Admission

Computer Science Colloquium: Tom Kwiatkowski, Google

Tuesday, February 23, 2021 at 4:30 PMPacific Standard Time UTC -08:00

What is a Correct Answer? - Designing Methods of Evaluating Computational Question Answering Systems - Computers that can answer arbitrary user questions are one of the holy grails of Artificial Intelligence. Recently, there has been great progress in question answering technology, fueled by advances in deep learning, and now computers can consistently find good answers to simple questions, from the web. Now, one of our biggest challenges is in working out how to measure how well these computer systems perform at answering the much broader range of questions for which the answer is not always clear.
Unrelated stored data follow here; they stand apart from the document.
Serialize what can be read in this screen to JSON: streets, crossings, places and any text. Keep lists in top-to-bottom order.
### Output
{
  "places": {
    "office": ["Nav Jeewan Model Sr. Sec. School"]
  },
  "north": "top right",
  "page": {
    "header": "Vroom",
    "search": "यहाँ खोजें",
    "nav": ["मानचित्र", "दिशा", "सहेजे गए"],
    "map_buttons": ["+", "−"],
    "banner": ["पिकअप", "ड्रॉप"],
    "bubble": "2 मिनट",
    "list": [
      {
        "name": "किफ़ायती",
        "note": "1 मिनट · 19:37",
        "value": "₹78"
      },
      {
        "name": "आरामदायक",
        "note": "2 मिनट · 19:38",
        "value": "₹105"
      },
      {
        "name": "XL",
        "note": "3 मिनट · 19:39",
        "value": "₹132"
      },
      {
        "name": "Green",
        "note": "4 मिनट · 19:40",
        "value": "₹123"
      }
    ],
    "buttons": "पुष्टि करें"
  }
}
In this talk I will present a deep dive into the design decisions that went into creating Natural Questions (NQ), a question answering benchmark from Google. NQ contains real user questions, which require an understanding of the questioner's intent. NQ also requires systems to read entire Wikipedia pages to decide whether they fully answer a question. This is much harder than finding an answer given the knowledge that one is present. I will convince you that the question 'when was the last time a hurricane hit massachusetts?' is under-specified with many reasonable answers, and I will tell you how we developed robust evaluation metrics to deal with this ambiguity.

Bio:
Tom is a Research Scientist in Google's New York office. His focus is on building representations of the knowledge that is expressed in text, and he has a particular interest in modeling the ways in which different texts agree and disagree with each other. Tom has worked on question answering products at Google, as well as engaging with academia. Before joining Google he did a PhD in Edinburgh with Sharon Goldwater and Mark Steedman, and a post-doc at the University of Washington with Luke Zettlemoyer. Both Tom's PhD and post-doc had a focus on semantic parsing and grammar induction.